Like all services the government provides, incarcerating the estimated 1.5 million inmates in America’s prison system sooner or later falls victim to the laws of scarcity. There is only so much room for so many prisoners; there are only so many people willing to work for minimal wages in high-risk prison environments; and budgets for all of it are not infinite (already topping $80 billion at all three levels of government).
One might hope that lawmakers in Washington finally would be ready to address the problems manifest in our over-criminalized society and our already over-crowded prisons, by passing legislation that starts to reform rather than enlarge penalties and prisons. Sadly, this is far from clear.
While many Democratic lawmakers and a growing number of their Republican colleagues in recent years have endorsed meaningful reforms to our bloated and antiquated criminal justice system, their efforts have met stiff resistance from hardline conservatives whose only response to crime is harsher sentences and more prisons.
On the Republican side of the aisle, criminal justice reform efforts have been encouraged by local success of such reform in 30 states including Georgia, Texas, and South Carolina. Reforms measures adopted in those and other states have resulted in substantial drops in incarceration rates and criminal recidivism.
Now, one such reform bill, modeled after these state-led successes, will soon be taken up by the U.S. House, after passing the House Judiciary Committee last week. But its fate, unfortunately, remains uncertain.
The need to relieve the pressure cooker environment of mass incarceration is driving much of the support behind this effort. However, and as the legislation’s sponsors make clear, measures to reduce incarceration rates and to give ex-felons at least a fighting chance to become productive members of civilian society, must at the same time not endanger the public. This is where the reality of sensible criminal justice reform meets the irrational rhetoric of the hard right.
The FIRST STEP bill approaches this balancing act by allowing offenders identified as low-risk for recidivism to earn time credits and be permitted to serve the duration of their sentences outside the prison walls; in home confinement, halfway houses, or community supervision. Jason Pye, Vice President of Legislative Affairs at FreedomWorks, one of the organizations leading in this fight, describes the provisions included in FIRST STEP as “the lowest hanging fruit of criminal justice reform.”
Viewed thusly, FIRST STEP should be an easy “yes” vote for members on both sides of the aisle – reducing prison overcrowding, saving taxpayers money, and paving the way for non-violent offenders to reenter the civilian workforce.
Unfortunately, even the very limited and specific scope of FIRST STEP has been twisted and tortured by “Jail, Baby, Jail!” Republicans in the House and Senate; who continue to deny the reality of our current system, while offering no meaningful alternatives.
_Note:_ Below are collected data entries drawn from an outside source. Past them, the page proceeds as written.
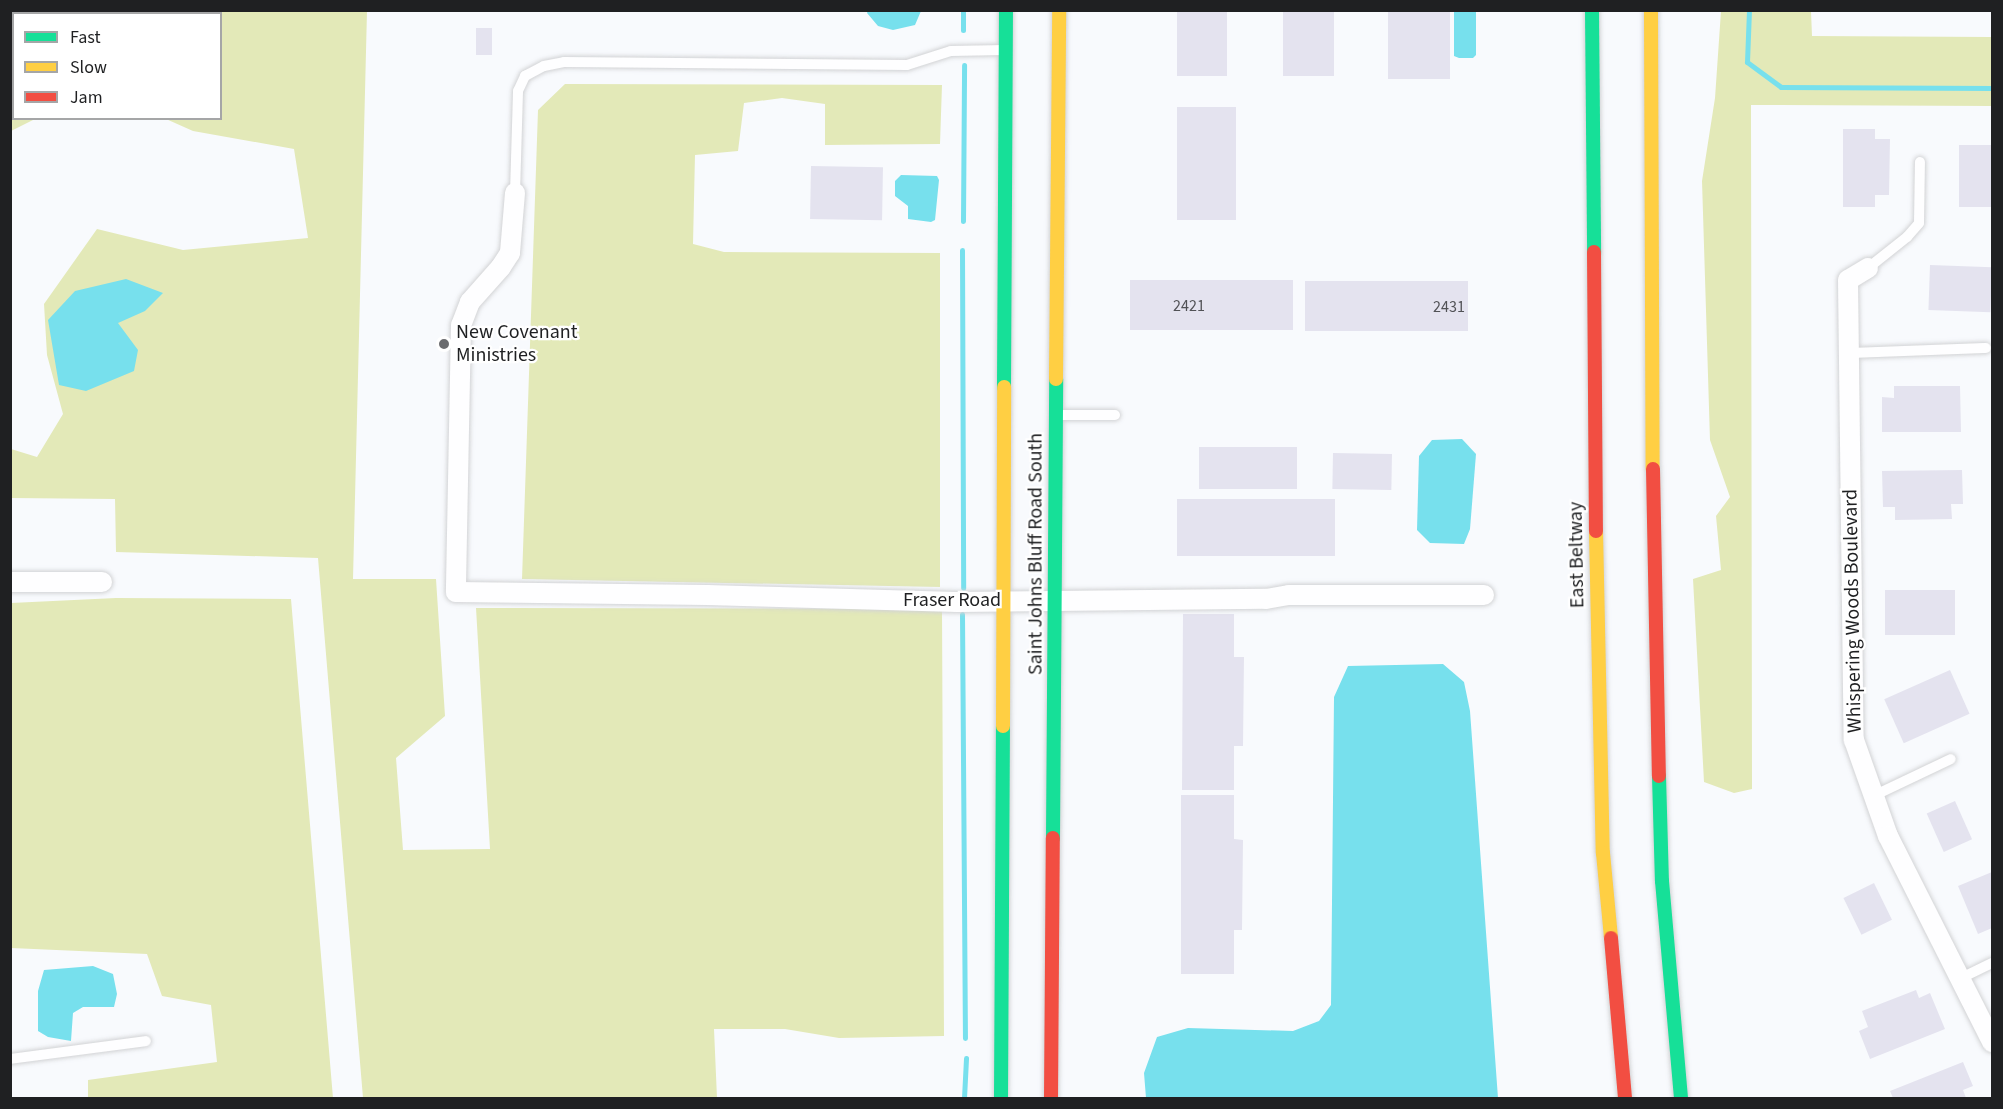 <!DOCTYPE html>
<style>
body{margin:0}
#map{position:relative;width:2003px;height:1109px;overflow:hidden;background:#f8fafd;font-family:"Source Sans 3",sans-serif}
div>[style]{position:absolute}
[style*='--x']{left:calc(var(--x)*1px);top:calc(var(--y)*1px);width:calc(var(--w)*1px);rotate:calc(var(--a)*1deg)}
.green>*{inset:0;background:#e3e9b8}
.water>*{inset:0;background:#77e0ed}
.stream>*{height:5px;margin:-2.5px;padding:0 2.5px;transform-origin:2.5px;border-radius:2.5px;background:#77e0ed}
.building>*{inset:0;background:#e4e3ef;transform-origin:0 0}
.roads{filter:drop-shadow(0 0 2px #d2d3d5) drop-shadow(0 0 2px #d2d3d5)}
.lane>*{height:10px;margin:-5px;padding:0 5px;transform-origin:5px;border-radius:5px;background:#fefeff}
.street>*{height:20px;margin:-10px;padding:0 10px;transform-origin:10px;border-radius:10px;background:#fefeff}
.fast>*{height:14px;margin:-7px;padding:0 7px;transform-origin:7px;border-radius:7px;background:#16e098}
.slow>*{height:14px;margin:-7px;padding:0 7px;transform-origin:7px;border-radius:7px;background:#ffcf43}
.jam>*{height:14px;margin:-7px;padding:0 7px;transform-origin:7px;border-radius:7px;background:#f24e42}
.dots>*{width:16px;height:16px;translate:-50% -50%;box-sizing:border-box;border:3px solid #fff;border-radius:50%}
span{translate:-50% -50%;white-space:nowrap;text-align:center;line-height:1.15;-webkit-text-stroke:4.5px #fff;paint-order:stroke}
.number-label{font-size:16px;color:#515256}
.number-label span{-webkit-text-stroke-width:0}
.poi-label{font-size:20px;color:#1f2022}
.left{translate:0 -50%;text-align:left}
.street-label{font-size:20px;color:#1f2022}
.frame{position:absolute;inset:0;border:12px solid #1f2022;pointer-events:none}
.legend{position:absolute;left:12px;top:12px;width:210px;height:108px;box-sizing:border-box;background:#fff;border:2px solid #a5a6a7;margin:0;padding:8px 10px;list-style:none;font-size:18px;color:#1f2022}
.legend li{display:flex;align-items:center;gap:12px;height:30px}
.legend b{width:30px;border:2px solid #a5a6a7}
</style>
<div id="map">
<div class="green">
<div style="clip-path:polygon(11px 11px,367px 11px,353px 579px,436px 579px,445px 716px,396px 758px,403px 850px,490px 849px,476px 608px,942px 609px,944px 1036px,839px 1038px,785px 1029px,714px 1029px,717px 1098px,363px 1098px,318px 558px,116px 552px,115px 499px,11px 498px,11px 449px,37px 457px,63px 414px,47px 355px,44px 304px,97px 229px,183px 250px,308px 238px,294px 149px,193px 131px,166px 119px,220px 118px,220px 14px,14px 14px,14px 118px,35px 119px,11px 131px)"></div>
<div style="clip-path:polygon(1721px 11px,1811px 11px,1812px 36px,1992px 37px,1992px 106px,1751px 105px,1752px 789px,1734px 793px,1704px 782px,1693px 579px,1721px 570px,1716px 516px,1730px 497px,1710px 440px,1702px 181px,1715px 98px)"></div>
<div style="clip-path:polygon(565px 84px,942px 85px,940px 144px,825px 145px,825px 104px,782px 98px,744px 103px,738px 151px,695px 155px,693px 244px,724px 252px,940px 253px,940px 587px,522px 579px,538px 110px)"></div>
<div style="clip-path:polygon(116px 598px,291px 599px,333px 1098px,88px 1098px,88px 1080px,217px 1062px,211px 1005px,162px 996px,147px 954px,11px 948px,11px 603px)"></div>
</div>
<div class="water">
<div style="clip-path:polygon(868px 10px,877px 11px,921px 11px,915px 25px,893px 30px,878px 26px,867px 13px)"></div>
<div style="clip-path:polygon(1454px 11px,1476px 11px,1476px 55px,1473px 58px,1459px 58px,1454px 56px)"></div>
<div style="clip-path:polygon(901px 175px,937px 176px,939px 180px,935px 220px,931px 222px,908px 219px,908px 206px,895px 196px,895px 181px)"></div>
<div style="clip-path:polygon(126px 279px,163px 293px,145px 311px,118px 323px,138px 350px,134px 371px,86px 391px,59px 385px,48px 320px,75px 291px)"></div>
<div style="clip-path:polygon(1462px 439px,1476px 454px,1470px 529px,1464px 544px,1430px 543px,1417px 530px,1419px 456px,1432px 440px)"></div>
<div style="clip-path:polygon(1443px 664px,1464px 682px,1470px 711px,1498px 1098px,1146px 1098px,1144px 1073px,1157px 1037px,1188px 1028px,1293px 1031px,1319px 1021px,1331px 1005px,1334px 697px,1348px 666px)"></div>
<div style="clip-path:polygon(93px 966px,113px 974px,117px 994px,114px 1007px,83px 1007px,73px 1013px,71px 1041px,48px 1037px,38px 1031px,38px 991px,44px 970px)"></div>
</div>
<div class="stream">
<div style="--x:963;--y:10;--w:20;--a:90"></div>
<div style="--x:1749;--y:10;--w:52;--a:92.2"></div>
<div style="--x:1747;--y:62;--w:42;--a:36.3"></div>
<div style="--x:1781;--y:87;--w:211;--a:0.3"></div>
<div style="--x:963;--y:221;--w:156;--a:-89.6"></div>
<div style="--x:962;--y:250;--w:338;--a:89.8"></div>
<div style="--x:962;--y:614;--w:424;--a:89.6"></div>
<div style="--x:964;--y:1098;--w:40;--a:-87.1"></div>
</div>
<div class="building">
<div style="left:1177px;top:10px;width:50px;height:66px"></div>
<div style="left:1283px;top:10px;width:51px;height:66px"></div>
<div style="left:1388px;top:10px;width:62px;height:69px"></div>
<div style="left:476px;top:28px;width:16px;height:27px"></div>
<div style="left:1177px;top:107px;width:59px;height:113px"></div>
<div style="clip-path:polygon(1843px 129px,1875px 129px,1875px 139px,1890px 139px,1889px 195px,1875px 195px,1875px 207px,1843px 207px)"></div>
<div style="left:1992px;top:145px;width:62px;height:33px;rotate:90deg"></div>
<div style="left:811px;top:166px;width:72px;height:53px;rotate:1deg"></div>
<div style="left:1930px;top:265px;width:62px;height:45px;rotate:2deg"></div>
<div style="left:1293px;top:280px;width:50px;height:163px;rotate:90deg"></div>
<div style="left:1305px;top:281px;width:163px;height:50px"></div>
<div style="clip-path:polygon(1894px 386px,1960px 386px,1961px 432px,1882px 432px,1882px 397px,1894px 398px)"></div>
<div style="left:1199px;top:447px;width:98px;height:42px"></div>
<div style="left:1333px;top:453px;width:59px;height:36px;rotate:1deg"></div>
<div style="clip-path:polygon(1962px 470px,1963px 504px,1951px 504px,1952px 519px,1895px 520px,1895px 507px,1883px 507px,1882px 471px)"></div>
<div style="left:1177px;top:499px;width:158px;height:57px"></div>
<div style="left:1955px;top:590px;width:45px;height:70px;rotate:90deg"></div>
<div style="clip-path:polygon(1183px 614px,1234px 614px,1234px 657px,1244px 657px,1243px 746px,1234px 746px,1234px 790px,1182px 790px)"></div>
<div style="left:1950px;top:670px;width:48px;height:72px;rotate:66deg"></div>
<div style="clip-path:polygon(1181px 795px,1234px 795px,1234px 839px,1243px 840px,1242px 930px,1234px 930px,1234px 974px,1181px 974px)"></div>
<div style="left:1955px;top:801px;width:42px;height:31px;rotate:66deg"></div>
<div style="clip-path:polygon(1992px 872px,1992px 928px,1978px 934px,1958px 886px)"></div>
<div style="left:1874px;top:883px;width:41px;height:34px;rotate:64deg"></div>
<div style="clip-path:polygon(1916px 990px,1919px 998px,1930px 993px,1945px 1029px,1870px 1059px,1859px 1031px,1868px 1027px,1862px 1011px)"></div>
<div style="clip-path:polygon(1963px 1062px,1973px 1086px,1963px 1090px,1966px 1098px,1893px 1098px,1890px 1091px)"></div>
</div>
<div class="roads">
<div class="lane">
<div style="--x:515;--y:193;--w:102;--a:-88.3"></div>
<div style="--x:518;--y:91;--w:17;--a:-65"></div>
<div style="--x:525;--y:76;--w:21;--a:-28"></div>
<div style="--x:544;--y:66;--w:20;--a:-11"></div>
<div style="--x:564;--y:62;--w:343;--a:0.5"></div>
<div style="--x:907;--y:65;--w:46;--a:-17.7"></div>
<div style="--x:951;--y:51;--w:53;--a:-1.1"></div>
<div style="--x:1868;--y:268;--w:50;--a:-38.5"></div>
<div style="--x:1907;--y:237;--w:18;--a:-49"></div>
<div style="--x:1919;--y:223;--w:61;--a:-89.1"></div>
<div style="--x:1849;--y:353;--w:137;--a:-2.1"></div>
<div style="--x:1056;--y:415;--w:59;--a:0"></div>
<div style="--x:1873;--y:796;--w:86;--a:-25.4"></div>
<div style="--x:1961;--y:978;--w:34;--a:-26"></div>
<div style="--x:10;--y:1059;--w:137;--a:-7.5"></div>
</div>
<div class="street">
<div style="--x:515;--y:193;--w:60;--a:94.8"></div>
<div style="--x:510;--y:253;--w:17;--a:123"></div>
<div style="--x:501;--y:267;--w:47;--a:131.5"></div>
<div style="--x:470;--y:302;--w:25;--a:111"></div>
<div style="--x:461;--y:325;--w:267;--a:91.1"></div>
<div style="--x:456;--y:592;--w:251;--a:0.7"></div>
<div style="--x:707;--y:595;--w:251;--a:1.6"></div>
<div style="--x:958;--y:602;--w:308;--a:-0.6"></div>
<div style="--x:1266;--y:599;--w:23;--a:-10"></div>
<div style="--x:1289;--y:595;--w:195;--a:0"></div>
<div style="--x:1868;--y:268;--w:23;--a:149"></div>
<div style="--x:1848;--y:280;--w:460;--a:89.3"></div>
<div style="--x:1854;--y:740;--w:102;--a:70.5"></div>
<div style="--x:1888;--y:836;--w:231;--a:63.2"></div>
<div style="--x:10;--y:582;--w:92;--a:0"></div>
</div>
<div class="fast">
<div style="--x:1592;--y:10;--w:242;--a:89.5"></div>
<div style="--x:1004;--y:387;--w:377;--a:-89.7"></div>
<div style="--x:1659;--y:776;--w:105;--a:88.4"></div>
<div style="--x:1662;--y:881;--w:218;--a:85"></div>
<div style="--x:1053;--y:838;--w:459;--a:-89.6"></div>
<div style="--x:1001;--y:1098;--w:372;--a:-89.7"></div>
</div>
<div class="slow">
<div style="--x:1651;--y:10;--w:459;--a:89.8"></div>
<div style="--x:1056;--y:379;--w:369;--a:-89.5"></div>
<div style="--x:1596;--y:531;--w:322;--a:88.8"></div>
<div style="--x:1603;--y:853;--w:85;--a:84.6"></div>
<div style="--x:1003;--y:726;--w:339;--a:-89.8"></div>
</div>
<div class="jam">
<div style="--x:1594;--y:252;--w:279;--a:89.6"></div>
<div style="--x:1653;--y:469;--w:307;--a:88.9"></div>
<div style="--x:1611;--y:938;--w:161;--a:85"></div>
<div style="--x:1051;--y:1098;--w:260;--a:-89.6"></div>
</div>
</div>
<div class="dots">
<div style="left:444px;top:344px;background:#6b6c6f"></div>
</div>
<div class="number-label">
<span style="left:1189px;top:306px">2421</span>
<span style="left:1449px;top:307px">2431</span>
</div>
<div class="poi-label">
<span class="left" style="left:456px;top:344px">New Covenant<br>Ministries</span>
</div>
<div class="street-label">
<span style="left:1036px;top:554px;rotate:-90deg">Saint Johns Bluff Road South</span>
<span style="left:1577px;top:555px;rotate:-91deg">East Beltway</span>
<span style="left:952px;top:600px">Fraser Road</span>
<span style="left:1853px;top:611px;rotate:-91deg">Whispering Woods Boulevard</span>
</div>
<div class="frame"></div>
<ul class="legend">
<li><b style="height:8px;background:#16e098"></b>Fast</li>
<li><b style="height:8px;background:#ffcf43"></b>Slow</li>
<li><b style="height:8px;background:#f24e42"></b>Jam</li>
</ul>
</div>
Despite the ease with which similar reforms have passed at the state level (often led by Republican governors), which Pye ascribes to the universal recognition that anti-recidivism programs are a fundamentally positive way to reintegrate previously-jailed individuals back into society, congressional opponents of FIRST STEP have deliberately mischaracterized its provisions in order to drive fear into the hearts of constituents back home.
It is difficult to fathom what it is that these Republicans find so abhorrent about even minimal reform of our criminal justice system. Republicans at the state level, including former Texas Governor Rick Perry (now President Trump’s Secretary of Energy), talk glowingly and accurately about the impact of their reforms; especially noting the savings to taxpayers. And, it is important to note that Perry’s reforms in Texas went much further than the basic reforms in FIRST STEP.
Perhaps these “Just Say No” Republicans are confusing the common-sense prison reform supported by Republicans and Democrats alike, with the radicalism of Black Lives Matter; or, perhaps they lack even the most basic degree of compassion for non-violent, low-level offenders to ever again reenter society and contribute to their families and communities. Whatever the case may be, their close-mindedness continues to present a very real impediment to the win-win for taxpayers and ex-offenders that would result from passage of the FIRST STEP Act and its signing by President Trump.
If Trump and the leaders at the other end of Pennsylvania Avenue really press for passage of this legislation, and push back against the stubborn emotionalism of its detractors, American society will reap significant benefits at virtually no cost to safety or justice.